Task directions ▸ Scan the records for the word "green". Return each line where it is found.

Data section ▸
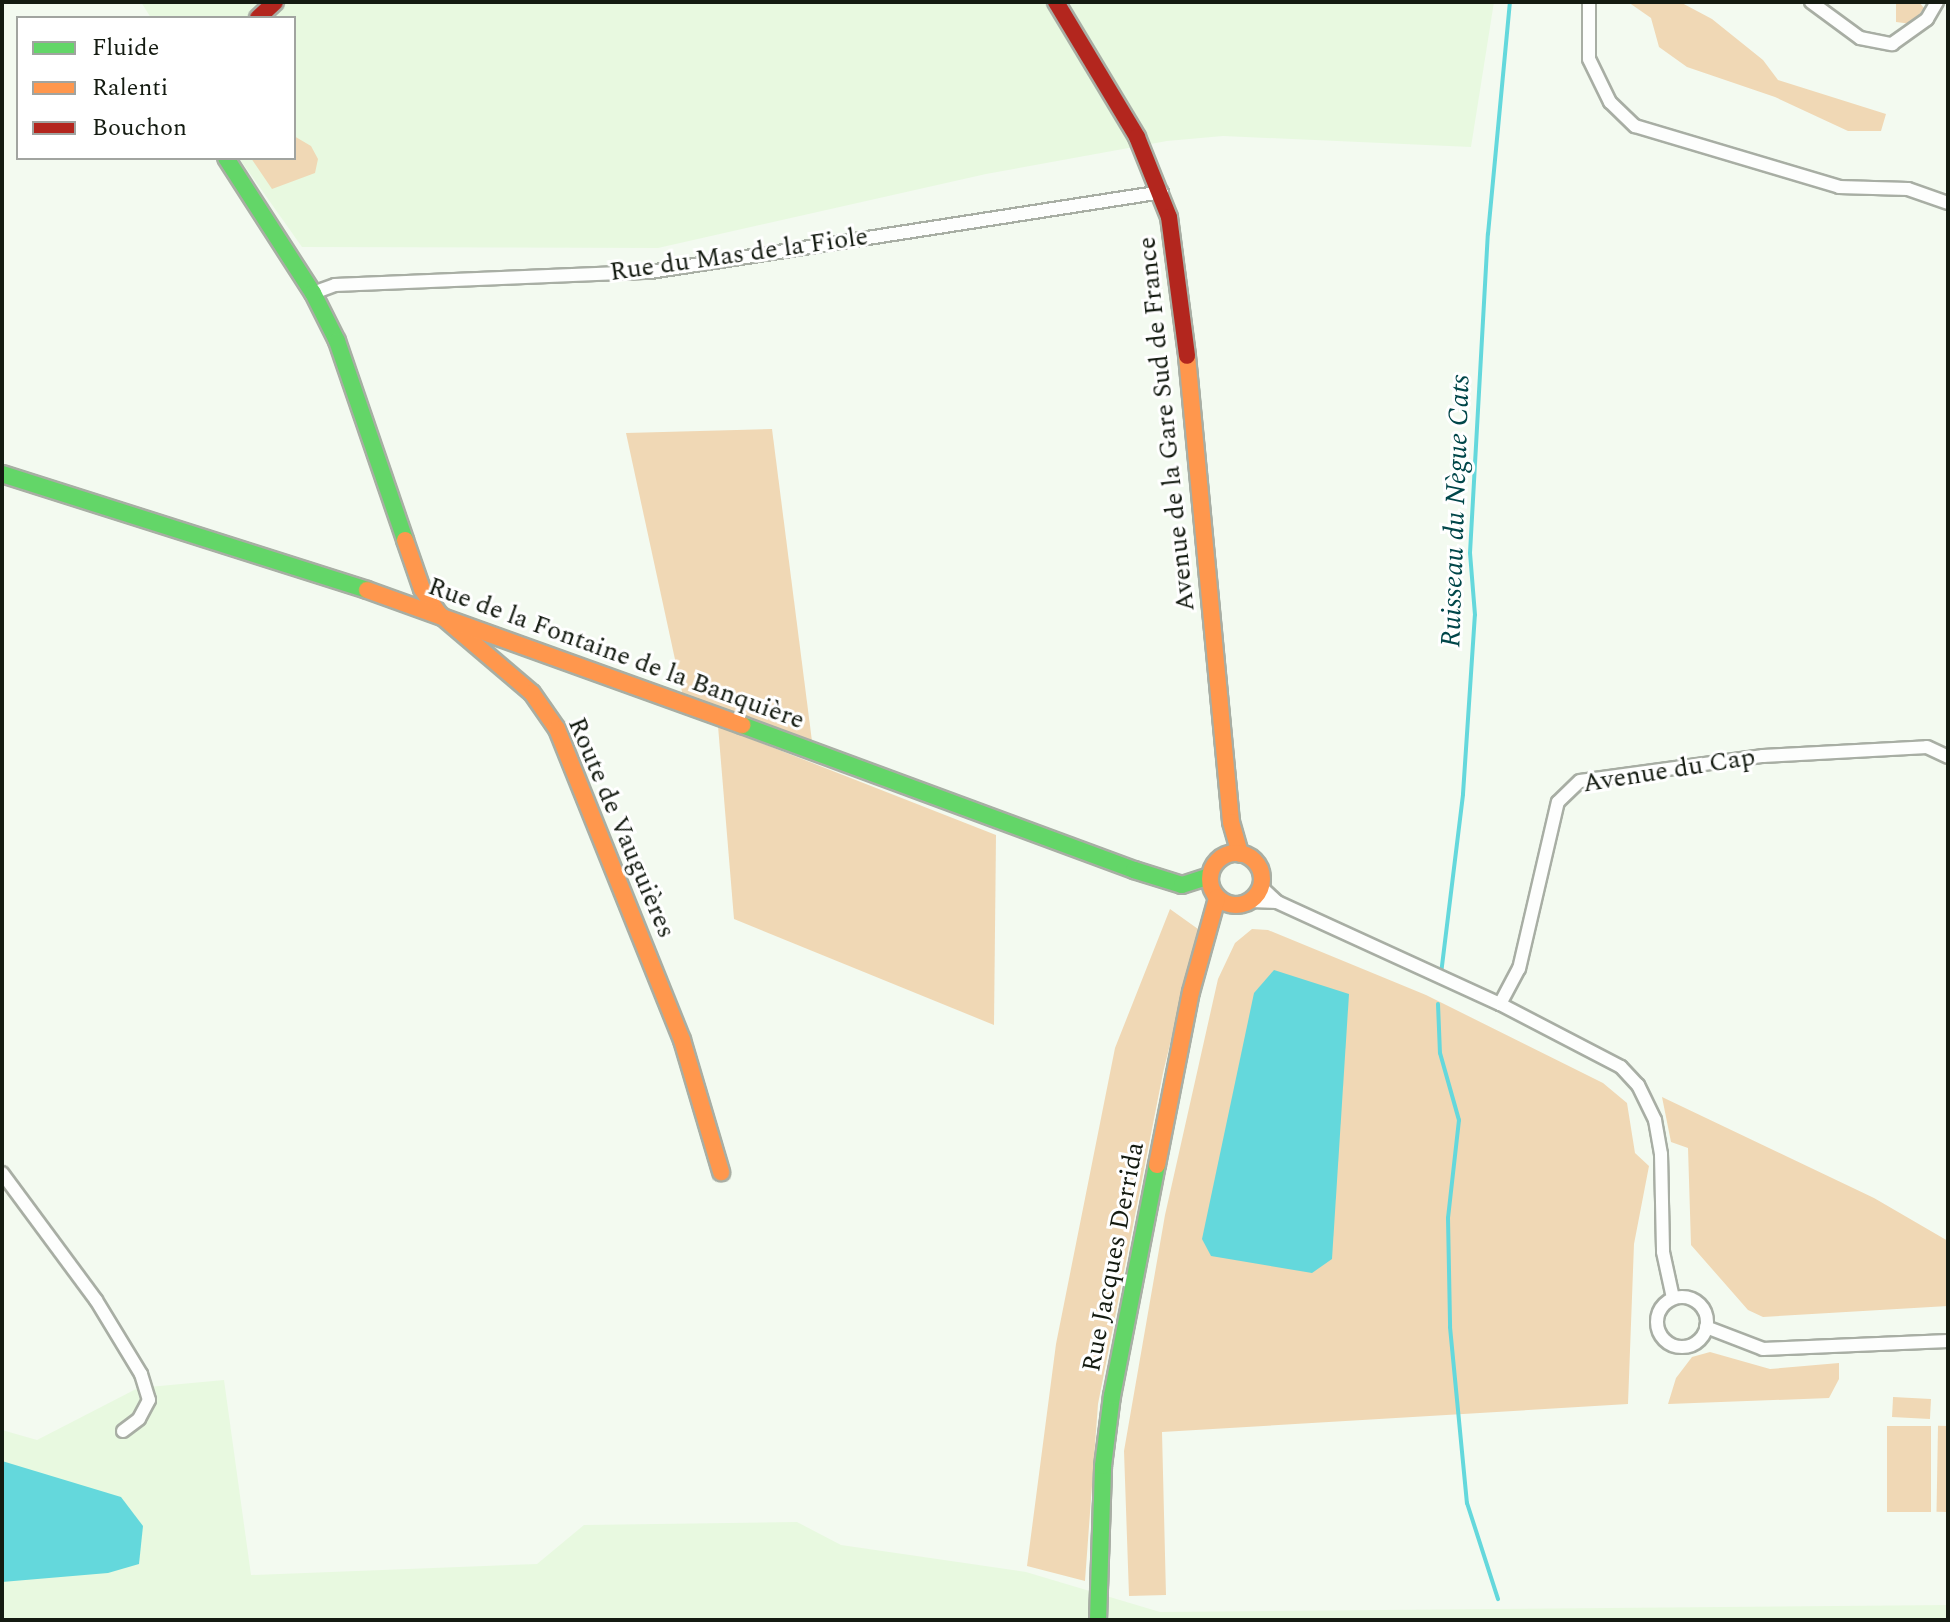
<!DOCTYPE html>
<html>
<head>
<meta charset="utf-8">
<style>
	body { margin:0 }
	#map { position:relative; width:1950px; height:1622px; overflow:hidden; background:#f3faf0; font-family:Spectral,serif }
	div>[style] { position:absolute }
	.built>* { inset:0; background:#e8f9e0 }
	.green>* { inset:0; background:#f0d8b5; transform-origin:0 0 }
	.water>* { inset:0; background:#64d8dc }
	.stream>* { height:4px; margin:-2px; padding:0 2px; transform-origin:2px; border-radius:2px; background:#64d8dc }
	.roads { filter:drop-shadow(2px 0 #a8aea4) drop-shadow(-2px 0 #a8aea4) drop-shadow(0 2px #a8aea4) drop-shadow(0 -2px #a8aea4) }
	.street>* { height:12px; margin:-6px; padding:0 6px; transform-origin:6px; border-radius:6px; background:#fdfefd }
	.street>.ring { margin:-6px; padding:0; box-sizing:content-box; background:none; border:12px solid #fdfefd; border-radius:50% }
	.fast>* { height:16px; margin:-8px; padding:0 8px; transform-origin:8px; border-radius:8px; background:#63d668 }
	.slow>* { height:16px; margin:-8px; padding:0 8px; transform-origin:8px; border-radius:8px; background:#ff974d }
	.slow>.ring { margin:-8px; padding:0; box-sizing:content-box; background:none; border:16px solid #ff974d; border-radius:50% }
	.jam>* { height:16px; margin:-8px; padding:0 8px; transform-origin:8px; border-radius:8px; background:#b3261e }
	span { translate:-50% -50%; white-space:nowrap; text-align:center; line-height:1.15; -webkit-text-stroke:6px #fff; paint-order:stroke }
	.street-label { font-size:26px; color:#141b11 }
	.water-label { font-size:28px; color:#004649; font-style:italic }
	.frame { position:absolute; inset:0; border:4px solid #141b11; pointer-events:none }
	.legend { position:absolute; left:16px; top:16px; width:280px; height:144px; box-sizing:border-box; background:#fff; border:2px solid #a1a4a0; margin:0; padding:10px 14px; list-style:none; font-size:24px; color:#141b11 }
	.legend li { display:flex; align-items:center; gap:16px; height:40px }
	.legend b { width:40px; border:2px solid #a1a4a0 }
</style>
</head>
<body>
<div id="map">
	<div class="built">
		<div style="clip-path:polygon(141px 2px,1494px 2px,1471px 147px,1223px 136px,1167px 141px,986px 174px,658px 248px,302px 247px,239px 158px,294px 158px,294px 18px,151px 18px)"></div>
		<div style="clip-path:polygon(224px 1380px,251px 1575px,537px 1564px,584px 1525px,797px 1522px,841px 1545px,1026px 1572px,1160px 1612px,1948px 1605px,1948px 1620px,2px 1620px,2px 1430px,37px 1440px,138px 1388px)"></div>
	</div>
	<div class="green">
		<div style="clip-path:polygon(1628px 2px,1680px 2px,1712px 19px,1763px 60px,1778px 80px,1886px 114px,1881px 131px,1848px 131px,1775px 97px,1687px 67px,1659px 47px,1651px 18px)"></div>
		<div style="clip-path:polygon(1896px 2px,1919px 2px,1924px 8px,1912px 24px,1896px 22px)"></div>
		<div style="clip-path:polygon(294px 136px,311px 146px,318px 159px,315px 173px,272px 189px,251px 158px,294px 158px)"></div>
		<div style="clip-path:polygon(772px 429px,813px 749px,684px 701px,626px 433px)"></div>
		<div style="clip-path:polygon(718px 726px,996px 835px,994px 1025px,734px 919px)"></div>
		<div style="clip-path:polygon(1170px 909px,1198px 929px,1163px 1073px,1098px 1404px,1085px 1581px,1027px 1566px,1056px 1344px,1115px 1048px)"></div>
		<div style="clip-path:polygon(1252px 929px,1268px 930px,1426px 995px,1603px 1083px,1627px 1103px,1635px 1153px,1649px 1166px,1634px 1244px,1628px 1404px,1162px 1432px,1166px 1595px,1129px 1596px,1124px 1451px,1165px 1215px,1218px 979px,1235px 943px)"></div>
		<div style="clip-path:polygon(1662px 1097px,1874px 1198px,1948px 1241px,1948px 1306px,1763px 1317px,1748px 1310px,1691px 1245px,1688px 1148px,1671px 1142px)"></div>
		<div style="clip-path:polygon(1710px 1352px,1770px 1369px,1839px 1363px,1839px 1379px,1829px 1398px,1668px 1404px,1676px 1378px,1692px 1357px)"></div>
		<div style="left:1931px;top:1399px;width:20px;height:38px;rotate:93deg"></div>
		<div style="left:1887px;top:1426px;width:44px;height:86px"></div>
		<div style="left:1948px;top:1426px;width:86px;height:10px;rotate:91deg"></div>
	</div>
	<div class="water">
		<div style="clip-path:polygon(1274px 970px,1349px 994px,1332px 1259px,1312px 1273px,1211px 1256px,1202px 1239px,1254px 993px)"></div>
		<div style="clip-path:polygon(2px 1461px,121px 1497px,143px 1526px,139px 1564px,108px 1573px,2px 1582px)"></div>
	</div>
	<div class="stream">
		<div style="left:1441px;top:974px;width:181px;rotate:-83deg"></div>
		<div style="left:1463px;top:794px;width:179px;rotate:-86.2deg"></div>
		<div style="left:1475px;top:615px;width:62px;rotate:-94.6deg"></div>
		<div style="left:1470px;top:553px;width:320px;rotate:-86.8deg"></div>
		<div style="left:1488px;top:234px;width:233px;rotate:-84.6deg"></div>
		<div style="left:1438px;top:1004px;width:49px;rotate:87.7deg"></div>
		<div style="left:1440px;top:1053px;width:70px;rotate:74.2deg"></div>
		<div style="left:1459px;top:1120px;width:99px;rotate:96.4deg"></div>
		<div style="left:1448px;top:1218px;width:109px;rotate:88.9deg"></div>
		<div style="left:1450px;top:1327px;width:177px;rotate:84.5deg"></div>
		<div style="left:1467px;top:1503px;width:101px;rotate:72.1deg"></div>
	</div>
	<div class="roads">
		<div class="street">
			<div style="left:1589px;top:2px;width:57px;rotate:90deg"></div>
			<div style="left:1589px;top:59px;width:48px;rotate:64deg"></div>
			<div style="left:1610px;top:102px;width:35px;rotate:44deg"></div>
			<div style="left:1635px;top:126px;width:213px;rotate:16.6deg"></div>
			<div style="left:1839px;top:187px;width:69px;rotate:1.7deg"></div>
			<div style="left:1908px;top:189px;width:42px;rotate:19.3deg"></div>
			<div style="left:1811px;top:2px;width:61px;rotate:36.3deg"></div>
			<div style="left:1860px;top:38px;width:33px;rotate:11deg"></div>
			<div style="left:1892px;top:44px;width:43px;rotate:-35.5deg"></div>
			<div style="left:1927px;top:19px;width:20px;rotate:-60deg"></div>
			<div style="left:313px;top:293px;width:23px;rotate:-20deg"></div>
			<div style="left:335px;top:285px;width:315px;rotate:-2.4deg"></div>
			<div style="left:650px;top:272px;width:518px;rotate:-8.88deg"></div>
			<div style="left:1261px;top:887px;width:22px;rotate:43deg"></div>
			<div style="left:1277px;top:902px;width:245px;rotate:24.6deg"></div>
			<div style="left:1500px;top:1004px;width:136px;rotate:27.5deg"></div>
			<div style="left:1621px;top:1067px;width:25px;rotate:47deg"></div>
			<div style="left:1638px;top:1085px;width:39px;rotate:64deg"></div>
			<div style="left:1655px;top:1120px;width:35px;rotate:80deg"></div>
			<div style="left:1661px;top:1154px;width:98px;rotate:88.8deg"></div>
			<div style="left:1663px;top:1252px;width:47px;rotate:77.7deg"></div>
			<div style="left:1251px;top:901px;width:26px;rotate:2deg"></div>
			<div style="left:1500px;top:1004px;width:40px;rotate:-62deg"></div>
			<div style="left:1519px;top:969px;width:171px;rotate:-76.9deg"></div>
			<div style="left:1558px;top:802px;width:30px;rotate:-44deg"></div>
			<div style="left:1580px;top:781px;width:185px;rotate:-7.8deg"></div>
			<div style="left:1763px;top:756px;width:164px;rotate:-3.1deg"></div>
			<div style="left:1927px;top:747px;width:23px;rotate:25deg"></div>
			<div style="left:2px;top:1173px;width:158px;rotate:53.5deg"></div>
			<div style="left:96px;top:1300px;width:87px;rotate:58.7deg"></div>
			<div style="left:141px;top:1374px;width:27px;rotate:73deg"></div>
			<div style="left:149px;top:1400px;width:21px;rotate:118deg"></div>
			<div style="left:139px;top:1419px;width:20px;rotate:143deg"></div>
			<div class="ring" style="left:1657px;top:1297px;width:38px;height:38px"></div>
			<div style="left:1706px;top:1327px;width:61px;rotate:21.1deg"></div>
			<div style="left:1763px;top:1349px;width:185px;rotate:-2.5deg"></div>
		</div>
		<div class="fast">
			<div style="left:226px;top:158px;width:161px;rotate:57.2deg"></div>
			<div style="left:313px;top:293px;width:54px;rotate:63.4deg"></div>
			<div style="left:337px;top:341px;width:210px;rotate:71.1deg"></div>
			<div style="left:2px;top:474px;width:383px;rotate:17.6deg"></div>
			<div style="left:742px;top:725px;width:418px;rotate:20.3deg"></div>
			<div style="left:1134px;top:870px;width:50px;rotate:17.4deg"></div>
			<div style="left:1182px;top:885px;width:29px;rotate:-18deg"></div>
			<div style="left:1098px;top:1620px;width:154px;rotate:-88.1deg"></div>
			<div style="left:1103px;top:1466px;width:71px;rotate:-82.7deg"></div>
			<div style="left:1112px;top:1396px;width:235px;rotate:-79deg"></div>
		</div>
		<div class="slow">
			<div style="left:1187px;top:356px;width:468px;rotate:84.6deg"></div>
			<div style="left:1231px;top:822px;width:33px;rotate:74deg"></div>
			<div style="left:405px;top:540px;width:52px;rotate:70.9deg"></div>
			<div style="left:422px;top:589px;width:29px;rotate:56deg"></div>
			<div style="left:438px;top:613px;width:123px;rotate:40.4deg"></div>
			<div style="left:532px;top:693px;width:44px;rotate:55.2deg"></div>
			<div style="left:557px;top:729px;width:335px;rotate:68.1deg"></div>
			<div style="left:682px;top:1040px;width:138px;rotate:73.5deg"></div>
			<div style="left:367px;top:590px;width:399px;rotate:19.8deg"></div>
			<div class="ring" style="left:1210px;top:853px;width:36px;height:36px"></div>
			<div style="left:1157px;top:1165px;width:176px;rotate:-78.9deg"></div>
			<div style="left:1191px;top:992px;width:98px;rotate:-74.5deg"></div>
		</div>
		<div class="jam">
			<div style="left:1056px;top:2px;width:157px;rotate:59deg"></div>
			<div style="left:1137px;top:137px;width:86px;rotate:68.2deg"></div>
			<div style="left:1169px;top:217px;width:140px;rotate:82.6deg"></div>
			<div style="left:258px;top:18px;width:23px;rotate:-43deg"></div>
		</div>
	</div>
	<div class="street-label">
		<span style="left:739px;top:255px;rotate:-8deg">Rue du Mas de la Fiole</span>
		<span style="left:1167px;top:424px;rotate:-96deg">Avenue de la Gare Sud de France</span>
		<span style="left:616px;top:654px;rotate:20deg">Rue de la Fontaine de la Banquière</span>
		<span style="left:1669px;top:771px;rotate:-9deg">Avenue du Cap</span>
		<span style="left:621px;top:828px;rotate:67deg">Route de Vauguières</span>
		<span style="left:1114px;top:1257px;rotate:-79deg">Rue Jacques Derrida</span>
	</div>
	<div class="water-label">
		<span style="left:1456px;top:511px;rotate:-88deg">Ruisseau du Nègue Cats</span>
	</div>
	<div class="frame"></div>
	<ul class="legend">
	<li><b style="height:10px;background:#63d668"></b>Fluide</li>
	<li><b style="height:10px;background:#ff974d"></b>Ralenti</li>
	<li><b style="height:10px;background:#b3261e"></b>Bouchon</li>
	</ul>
</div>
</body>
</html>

Answer to this task ▸
	.green>* { inset:0; background:#f0d8b5; transform-origin:0 0 }
	<div class="green">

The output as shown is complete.